- Task item -
Here you must reproduce each line of the data exactly.

- Recorded data -
•••••
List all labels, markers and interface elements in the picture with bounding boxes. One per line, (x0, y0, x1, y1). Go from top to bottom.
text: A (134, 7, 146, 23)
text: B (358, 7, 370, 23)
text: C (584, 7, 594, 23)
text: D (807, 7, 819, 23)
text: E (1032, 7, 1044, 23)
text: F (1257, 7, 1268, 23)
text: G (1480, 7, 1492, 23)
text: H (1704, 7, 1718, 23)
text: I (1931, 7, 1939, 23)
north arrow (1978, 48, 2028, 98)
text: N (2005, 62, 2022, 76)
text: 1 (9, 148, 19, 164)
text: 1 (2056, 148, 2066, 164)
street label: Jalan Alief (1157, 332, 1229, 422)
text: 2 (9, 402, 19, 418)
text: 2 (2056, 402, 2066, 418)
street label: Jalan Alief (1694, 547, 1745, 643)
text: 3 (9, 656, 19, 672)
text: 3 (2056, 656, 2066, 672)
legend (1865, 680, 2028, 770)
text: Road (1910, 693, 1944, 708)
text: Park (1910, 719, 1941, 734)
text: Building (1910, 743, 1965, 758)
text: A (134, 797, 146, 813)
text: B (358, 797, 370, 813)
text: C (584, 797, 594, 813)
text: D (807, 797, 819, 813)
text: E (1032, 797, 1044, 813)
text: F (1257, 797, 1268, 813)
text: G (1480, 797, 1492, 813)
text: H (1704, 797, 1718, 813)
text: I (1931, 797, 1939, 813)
•••••
- Response box -
List all labels, markers and interface elements in the picture with bounding boxes. One per line, (x0, y0, x1, y1). Go from top to bottom.
text: A (134, 7, 146, 23)
text: B (358, 7, 370, 23)
text: C (584, 7, 594, 23)
text: D (807, 7, 819, 23)
text: E (1032, 7, 1044, 23)
text: F (1257, 7, 1268, 23)
text: G (1480, 7, 1492, 23)
text: H (1704, 7, 1718, 23)
text: I (1931, 7, 1939, 23)
north arrow (1978, 48, 2028, 98)
text: N (2005, 62, 2022, 76)
text: 1 (9, 148, 19, 164)
text: 1 (2056, 148, 2066, 164)
street label: Jalan Alief (1157, 332, 1229, 422)
text: 2 (9, 402, 19, 418)
text: 2 (2056, 402, 2066, 418)
street label: Jalan Alief (1694, 547, 1745, 643)
text: 3 (9, 656, 19, 672)
text: 3 (2056, 656, 2066, 672)
legend (1865, 680, 2028, 770)
text: Road (1910, 693, 1944, 708)
text: Park (1910, 719, 1941, 734)
text: Building (1910, 743, 1965, 758)
text: A (134, 797, 146, 813)
text: B (358, 797, 370, 813)
text: C (584, 797, 594, 813)
text: D (807, 797, 819, 813)
text: E (1032, 797, 1044, 813)
text: F (1257, 797, 1268, 813)
text: G (1480, 797, 1492, 813)
text: H (1704, 797, 1718, 813)
text: I (1931, 797, 1939, 813)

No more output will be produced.